Provision Allowing Medicare To Negotiate Drug Prices Part Of Reconciliation Legislation, But Fate Not Certain
By Shannon Benton, Executive Director
Prescription drug costs are a major concern for retired and disabled households as well as for government spending on Medicare and Medicaid. Pharmaceutical manufacturers are fighting back with a multi-million dollar lobbying campaign to maintain control of their secretive pricing practices, saying that allowing Medicare to negotiate would be Big Government “price setting.” But that’s not what has been proposed.
While numerous options are under discussion, one of the most widely discussed approach, a key feature of H.R. 3 (the Elijah. E. Cummings Lower Drug Costs Now Act) would not even apply to every drug. According to a brief by the nonpartisan Kaiser Family foundation, the negotiation process stipulated under H.R. 3 would apply to at least 25 drugs in 2024, lacking generic or biosimilar competitors, selected from a list of 125 drugs with the highest net Medicare Part D spending. The drugs would be selected on the basis of greatest savings to the federal government or individuals who would be eligible for the negotiated price.
A fair price for each selected drug would be determined by the lowest average price in one of the following countries —Australia, Canada, France, Germany, Japan and the United Kingdom) or 80% of the average manufacturer’s price if the selected drug has no international price, (such as a new drug). The proposal would establish an upper limit for the negotiated price of 120% of the Average International Market price. To give Medicare bargaining clout, companies choose to negotiate or, pay penalties. If a manufacturer offers a price that’s no more than the target price, the Secretary of HHS would accept this as the maximum fair price for the drug.

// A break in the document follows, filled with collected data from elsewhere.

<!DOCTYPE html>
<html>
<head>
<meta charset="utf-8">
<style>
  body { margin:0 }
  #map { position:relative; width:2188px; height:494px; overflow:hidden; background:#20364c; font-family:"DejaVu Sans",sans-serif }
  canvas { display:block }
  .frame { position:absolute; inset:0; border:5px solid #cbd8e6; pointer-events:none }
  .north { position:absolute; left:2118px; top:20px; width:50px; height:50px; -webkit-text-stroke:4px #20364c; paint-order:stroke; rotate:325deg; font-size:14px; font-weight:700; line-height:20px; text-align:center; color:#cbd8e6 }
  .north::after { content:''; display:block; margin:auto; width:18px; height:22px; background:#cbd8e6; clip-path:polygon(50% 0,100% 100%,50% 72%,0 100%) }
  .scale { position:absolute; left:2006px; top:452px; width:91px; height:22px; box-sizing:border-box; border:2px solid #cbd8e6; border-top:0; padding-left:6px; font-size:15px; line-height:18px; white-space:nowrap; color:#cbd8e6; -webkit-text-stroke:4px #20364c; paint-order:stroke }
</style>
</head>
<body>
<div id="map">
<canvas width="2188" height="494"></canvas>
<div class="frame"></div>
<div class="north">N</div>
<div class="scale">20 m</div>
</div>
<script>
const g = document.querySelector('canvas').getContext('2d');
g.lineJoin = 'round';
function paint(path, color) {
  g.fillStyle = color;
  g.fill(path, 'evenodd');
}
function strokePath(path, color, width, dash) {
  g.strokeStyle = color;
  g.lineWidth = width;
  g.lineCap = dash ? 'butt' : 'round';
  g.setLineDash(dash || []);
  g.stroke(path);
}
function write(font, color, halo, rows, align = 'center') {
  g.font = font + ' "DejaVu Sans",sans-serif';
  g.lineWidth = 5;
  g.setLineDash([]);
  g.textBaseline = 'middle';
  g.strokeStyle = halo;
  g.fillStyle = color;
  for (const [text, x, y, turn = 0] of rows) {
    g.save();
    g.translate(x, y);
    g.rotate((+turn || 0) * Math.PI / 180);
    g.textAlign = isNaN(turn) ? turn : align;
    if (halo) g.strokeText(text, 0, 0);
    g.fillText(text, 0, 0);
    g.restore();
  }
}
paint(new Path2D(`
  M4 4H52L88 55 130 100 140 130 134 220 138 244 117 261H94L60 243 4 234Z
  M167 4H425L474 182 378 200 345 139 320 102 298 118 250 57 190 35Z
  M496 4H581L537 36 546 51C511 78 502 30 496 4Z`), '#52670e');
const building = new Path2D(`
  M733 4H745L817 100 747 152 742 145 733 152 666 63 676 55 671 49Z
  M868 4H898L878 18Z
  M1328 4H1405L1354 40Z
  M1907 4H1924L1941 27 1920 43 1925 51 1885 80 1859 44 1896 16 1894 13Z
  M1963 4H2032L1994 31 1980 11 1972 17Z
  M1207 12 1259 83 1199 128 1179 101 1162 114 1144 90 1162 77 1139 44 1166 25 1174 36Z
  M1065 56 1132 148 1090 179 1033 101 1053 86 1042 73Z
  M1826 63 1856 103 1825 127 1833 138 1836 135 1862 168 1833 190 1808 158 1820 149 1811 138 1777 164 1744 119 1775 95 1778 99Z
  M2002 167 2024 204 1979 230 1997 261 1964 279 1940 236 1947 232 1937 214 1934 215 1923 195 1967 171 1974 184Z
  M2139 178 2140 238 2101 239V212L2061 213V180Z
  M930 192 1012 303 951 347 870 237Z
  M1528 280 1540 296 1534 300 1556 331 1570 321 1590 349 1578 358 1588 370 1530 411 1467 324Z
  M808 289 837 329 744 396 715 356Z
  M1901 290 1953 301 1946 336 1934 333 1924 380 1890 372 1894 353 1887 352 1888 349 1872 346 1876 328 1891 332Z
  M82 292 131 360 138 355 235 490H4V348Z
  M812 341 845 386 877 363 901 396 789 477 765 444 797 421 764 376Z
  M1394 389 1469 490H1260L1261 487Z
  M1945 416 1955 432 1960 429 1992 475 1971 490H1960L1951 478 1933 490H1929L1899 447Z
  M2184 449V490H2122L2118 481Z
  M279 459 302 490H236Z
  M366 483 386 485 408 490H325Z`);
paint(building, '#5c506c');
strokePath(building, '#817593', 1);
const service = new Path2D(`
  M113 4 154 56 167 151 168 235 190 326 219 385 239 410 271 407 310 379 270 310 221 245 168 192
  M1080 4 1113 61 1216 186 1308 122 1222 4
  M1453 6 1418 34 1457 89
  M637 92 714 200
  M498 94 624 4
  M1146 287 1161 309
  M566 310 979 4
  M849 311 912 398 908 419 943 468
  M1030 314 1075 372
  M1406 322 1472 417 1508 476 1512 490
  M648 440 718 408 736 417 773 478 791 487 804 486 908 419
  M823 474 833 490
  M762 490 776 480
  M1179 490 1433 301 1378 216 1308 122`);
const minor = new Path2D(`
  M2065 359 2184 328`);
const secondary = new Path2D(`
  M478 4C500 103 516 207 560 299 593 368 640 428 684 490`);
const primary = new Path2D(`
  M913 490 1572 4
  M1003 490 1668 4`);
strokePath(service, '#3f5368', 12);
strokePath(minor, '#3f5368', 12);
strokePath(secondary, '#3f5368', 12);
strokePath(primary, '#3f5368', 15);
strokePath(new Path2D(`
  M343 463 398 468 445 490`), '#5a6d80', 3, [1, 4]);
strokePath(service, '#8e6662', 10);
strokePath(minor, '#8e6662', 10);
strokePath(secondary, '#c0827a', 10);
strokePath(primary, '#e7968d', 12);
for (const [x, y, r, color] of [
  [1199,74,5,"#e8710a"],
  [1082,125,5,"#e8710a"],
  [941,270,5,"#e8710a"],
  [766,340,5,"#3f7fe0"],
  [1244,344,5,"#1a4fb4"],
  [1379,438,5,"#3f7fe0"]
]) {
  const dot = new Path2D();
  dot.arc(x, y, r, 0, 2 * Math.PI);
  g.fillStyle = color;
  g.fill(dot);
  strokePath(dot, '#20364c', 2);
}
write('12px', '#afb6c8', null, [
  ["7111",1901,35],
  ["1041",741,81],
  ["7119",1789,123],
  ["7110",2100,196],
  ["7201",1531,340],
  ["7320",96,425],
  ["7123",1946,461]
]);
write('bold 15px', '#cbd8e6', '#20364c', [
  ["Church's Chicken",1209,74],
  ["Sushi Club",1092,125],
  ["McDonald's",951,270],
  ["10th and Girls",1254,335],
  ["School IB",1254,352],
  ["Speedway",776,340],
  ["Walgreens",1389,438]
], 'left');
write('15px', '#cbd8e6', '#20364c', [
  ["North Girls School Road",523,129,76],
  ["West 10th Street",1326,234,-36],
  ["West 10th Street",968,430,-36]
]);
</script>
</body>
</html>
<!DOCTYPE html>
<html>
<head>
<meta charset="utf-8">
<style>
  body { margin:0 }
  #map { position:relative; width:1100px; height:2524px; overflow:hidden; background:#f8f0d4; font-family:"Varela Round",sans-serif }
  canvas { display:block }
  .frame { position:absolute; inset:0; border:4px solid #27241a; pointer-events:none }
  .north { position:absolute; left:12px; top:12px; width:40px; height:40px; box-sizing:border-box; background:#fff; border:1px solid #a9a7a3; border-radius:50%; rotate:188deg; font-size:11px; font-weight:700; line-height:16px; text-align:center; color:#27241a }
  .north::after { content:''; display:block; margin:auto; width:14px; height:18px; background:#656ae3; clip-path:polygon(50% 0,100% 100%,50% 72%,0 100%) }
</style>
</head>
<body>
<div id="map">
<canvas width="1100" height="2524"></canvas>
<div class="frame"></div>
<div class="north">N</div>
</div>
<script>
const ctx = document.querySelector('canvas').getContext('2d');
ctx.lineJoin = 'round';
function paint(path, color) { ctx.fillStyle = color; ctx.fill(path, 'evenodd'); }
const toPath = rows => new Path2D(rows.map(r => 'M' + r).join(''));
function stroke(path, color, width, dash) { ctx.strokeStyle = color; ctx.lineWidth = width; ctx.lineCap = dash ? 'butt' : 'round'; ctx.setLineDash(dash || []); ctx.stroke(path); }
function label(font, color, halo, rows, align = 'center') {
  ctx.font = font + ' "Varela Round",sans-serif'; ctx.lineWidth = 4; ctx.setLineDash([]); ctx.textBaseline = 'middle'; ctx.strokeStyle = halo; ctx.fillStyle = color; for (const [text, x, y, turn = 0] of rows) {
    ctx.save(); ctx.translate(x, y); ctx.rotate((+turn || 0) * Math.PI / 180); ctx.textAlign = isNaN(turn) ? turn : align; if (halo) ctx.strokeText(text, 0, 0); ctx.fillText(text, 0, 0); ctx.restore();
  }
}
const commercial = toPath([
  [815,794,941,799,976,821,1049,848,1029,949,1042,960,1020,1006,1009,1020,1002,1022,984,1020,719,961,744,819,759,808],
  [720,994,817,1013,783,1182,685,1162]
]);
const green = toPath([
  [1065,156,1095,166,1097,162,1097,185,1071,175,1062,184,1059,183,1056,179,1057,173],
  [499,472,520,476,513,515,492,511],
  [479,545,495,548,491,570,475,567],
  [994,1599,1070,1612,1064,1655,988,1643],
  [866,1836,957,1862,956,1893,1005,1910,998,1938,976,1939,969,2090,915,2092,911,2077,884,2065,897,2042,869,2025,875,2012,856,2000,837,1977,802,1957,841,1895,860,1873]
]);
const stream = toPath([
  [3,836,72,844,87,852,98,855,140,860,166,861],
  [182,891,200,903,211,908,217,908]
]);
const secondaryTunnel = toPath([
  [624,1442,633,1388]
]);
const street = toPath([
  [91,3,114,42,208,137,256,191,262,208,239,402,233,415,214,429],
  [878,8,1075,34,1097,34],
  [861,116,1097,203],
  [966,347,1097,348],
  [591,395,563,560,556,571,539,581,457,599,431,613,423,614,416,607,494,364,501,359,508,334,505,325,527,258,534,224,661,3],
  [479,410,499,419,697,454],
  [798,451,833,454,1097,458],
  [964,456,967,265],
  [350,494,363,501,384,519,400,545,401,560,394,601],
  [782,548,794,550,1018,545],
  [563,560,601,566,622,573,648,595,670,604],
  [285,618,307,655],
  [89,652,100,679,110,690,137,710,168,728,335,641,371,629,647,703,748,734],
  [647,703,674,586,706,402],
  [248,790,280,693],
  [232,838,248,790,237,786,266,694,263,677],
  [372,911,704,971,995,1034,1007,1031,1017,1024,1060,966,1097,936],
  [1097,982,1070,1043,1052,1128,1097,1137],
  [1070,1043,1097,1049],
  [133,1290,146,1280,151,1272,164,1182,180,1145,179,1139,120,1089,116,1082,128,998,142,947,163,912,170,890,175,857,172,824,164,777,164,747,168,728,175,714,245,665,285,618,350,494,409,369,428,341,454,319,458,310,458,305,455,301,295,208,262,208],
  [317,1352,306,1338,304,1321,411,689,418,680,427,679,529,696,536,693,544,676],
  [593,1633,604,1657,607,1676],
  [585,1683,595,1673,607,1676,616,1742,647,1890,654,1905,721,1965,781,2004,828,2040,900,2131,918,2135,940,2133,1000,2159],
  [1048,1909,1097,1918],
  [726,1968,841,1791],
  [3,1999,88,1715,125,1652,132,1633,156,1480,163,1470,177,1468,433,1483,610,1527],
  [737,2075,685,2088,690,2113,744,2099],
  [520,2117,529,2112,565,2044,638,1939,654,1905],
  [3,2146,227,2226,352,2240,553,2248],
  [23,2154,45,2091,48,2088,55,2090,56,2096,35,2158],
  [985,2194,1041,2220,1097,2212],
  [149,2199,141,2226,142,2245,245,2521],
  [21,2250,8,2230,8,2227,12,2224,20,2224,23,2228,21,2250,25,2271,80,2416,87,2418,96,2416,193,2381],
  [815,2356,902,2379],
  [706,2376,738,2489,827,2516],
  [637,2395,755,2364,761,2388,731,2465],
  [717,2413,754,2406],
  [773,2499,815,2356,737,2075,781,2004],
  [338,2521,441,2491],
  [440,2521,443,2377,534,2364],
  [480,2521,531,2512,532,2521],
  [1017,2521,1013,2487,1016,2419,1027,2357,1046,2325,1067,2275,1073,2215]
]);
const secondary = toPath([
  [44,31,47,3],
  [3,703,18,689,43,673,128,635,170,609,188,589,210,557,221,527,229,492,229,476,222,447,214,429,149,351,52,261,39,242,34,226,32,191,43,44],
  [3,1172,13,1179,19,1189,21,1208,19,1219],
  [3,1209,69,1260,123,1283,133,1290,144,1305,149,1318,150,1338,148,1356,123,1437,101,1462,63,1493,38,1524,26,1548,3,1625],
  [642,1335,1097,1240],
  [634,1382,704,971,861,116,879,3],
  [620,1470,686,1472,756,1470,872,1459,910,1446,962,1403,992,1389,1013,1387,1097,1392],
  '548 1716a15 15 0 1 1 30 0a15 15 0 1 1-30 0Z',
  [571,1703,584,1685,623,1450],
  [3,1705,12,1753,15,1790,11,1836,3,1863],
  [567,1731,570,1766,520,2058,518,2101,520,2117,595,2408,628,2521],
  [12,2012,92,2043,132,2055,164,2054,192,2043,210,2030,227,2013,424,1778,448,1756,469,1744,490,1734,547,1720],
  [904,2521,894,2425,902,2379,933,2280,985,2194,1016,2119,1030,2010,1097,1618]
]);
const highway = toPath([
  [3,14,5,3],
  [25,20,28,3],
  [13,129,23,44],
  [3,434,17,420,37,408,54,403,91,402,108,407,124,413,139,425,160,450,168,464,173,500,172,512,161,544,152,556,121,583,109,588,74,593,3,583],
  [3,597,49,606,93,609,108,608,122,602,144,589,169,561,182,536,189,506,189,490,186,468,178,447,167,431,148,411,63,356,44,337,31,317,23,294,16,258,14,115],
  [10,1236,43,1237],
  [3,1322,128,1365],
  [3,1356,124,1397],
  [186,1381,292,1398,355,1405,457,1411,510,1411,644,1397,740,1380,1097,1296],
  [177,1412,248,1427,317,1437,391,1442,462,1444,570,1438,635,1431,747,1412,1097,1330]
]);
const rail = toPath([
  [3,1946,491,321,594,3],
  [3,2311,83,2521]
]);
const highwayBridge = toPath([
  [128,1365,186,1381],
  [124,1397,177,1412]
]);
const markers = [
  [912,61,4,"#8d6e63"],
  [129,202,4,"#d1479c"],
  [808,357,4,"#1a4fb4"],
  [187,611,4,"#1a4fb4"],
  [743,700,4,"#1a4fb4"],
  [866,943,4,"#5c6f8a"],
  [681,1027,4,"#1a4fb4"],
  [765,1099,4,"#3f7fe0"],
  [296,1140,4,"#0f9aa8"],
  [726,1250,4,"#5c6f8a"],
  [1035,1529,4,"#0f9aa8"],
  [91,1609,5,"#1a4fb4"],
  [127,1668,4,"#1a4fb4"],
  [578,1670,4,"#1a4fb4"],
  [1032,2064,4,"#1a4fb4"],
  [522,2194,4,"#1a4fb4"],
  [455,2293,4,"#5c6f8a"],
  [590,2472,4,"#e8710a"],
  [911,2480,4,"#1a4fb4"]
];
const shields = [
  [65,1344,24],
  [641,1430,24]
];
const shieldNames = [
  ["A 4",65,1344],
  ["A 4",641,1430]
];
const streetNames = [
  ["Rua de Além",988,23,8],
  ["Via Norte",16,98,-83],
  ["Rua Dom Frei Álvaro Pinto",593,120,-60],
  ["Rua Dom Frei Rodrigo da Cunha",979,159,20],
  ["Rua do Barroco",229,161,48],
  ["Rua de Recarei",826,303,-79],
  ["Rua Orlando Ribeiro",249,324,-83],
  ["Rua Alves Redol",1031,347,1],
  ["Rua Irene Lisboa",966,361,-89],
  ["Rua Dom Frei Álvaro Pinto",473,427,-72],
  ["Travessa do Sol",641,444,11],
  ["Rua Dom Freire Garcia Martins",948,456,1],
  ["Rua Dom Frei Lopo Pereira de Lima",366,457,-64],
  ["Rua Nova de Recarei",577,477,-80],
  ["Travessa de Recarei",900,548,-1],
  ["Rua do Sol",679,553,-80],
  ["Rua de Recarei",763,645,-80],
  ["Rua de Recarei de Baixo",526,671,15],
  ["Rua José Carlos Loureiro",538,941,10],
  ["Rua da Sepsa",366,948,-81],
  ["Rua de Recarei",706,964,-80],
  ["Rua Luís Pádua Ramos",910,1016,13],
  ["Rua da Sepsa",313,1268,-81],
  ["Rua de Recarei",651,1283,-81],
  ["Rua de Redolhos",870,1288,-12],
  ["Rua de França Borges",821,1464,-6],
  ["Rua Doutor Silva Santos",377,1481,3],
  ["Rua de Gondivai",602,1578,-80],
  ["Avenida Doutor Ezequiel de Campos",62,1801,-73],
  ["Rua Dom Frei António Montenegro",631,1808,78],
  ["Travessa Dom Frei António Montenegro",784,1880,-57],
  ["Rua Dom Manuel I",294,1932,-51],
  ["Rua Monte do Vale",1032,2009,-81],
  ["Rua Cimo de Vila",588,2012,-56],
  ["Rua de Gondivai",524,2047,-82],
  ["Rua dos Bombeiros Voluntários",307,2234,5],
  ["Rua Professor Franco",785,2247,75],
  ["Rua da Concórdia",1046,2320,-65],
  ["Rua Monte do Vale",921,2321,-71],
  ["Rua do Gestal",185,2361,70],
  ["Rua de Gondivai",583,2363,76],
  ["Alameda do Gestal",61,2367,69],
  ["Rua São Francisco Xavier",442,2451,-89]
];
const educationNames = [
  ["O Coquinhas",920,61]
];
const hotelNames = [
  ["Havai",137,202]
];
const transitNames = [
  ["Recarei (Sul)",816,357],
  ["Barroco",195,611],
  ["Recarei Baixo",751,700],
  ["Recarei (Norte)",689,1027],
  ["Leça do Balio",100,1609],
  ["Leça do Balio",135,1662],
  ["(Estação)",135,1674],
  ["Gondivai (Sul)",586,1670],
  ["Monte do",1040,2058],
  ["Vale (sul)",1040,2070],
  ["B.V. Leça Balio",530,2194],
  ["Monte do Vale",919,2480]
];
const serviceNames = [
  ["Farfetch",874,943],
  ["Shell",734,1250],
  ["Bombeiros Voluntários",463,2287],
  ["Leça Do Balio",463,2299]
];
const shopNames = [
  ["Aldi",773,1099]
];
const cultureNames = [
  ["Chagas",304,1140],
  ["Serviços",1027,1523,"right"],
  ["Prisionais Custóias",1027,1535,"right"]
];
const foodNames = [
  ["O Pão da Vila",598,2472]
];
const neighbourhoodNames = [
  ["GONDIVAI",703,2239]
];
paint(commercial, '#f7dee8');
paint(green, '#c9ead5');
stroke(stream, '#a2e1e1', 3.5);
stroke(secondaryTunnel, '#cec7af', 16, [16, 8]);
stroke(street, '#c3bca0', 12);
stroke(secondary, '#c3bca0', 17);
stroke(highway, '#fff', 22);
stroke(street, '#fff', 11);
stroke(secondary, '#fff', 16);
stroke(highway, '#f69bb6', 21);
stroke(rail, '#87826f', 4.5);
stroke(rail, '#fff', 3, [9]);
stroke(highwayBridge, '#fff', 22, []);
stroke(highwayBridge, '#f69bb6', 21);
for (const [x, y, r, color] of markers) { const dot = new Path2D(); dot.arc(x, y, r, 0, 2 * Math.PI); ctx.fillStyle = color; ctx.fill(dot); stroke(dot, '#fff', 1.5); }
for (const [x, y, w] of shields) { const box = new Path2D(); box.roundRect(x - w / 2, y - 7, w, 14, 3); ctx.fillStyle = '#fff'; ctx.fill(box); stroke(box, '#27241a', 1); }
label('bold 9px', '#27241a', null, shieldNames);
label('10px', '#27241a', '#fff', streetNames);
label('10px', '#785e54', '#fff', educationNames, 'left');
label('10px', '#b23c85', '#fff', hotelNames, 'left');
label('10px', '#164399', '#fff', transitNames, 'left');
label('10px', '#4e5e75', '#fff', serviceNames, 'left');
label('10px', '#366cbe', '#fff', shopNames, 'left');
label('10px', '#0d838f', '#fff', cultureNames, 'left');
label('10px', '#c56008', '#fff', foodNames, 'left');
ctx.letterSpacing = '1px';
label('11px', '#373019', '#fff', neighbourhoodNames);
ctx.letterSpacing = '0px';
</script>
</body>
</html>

The estimated savings from this approach are quite substantial. The Congressional Budget Office (CBO) has estimated $450 billion over a 10-year time frame. In addition, the CBO estimates that lower drug prices would lead to lower Medicare beneficiary premiums and out-of-pocket costs for prescription drugs in Part D plans.
The CBO also estimates that the lower revenues from drug sales would lead to a lag in the introduction of new drugs, albeit a small lag. The CBO estimates that there would be 8 fewer drugs coming to market over the next 10 years, of the roughly 300 drugs expected to be approved during this period and 30 fewer in the subsequent decade.
Surveys by TSCL indicate that 85% of survey participants support allowing Medicare to negotiate prescription drug prices and 82% support restricting price increases to the rate of inflation.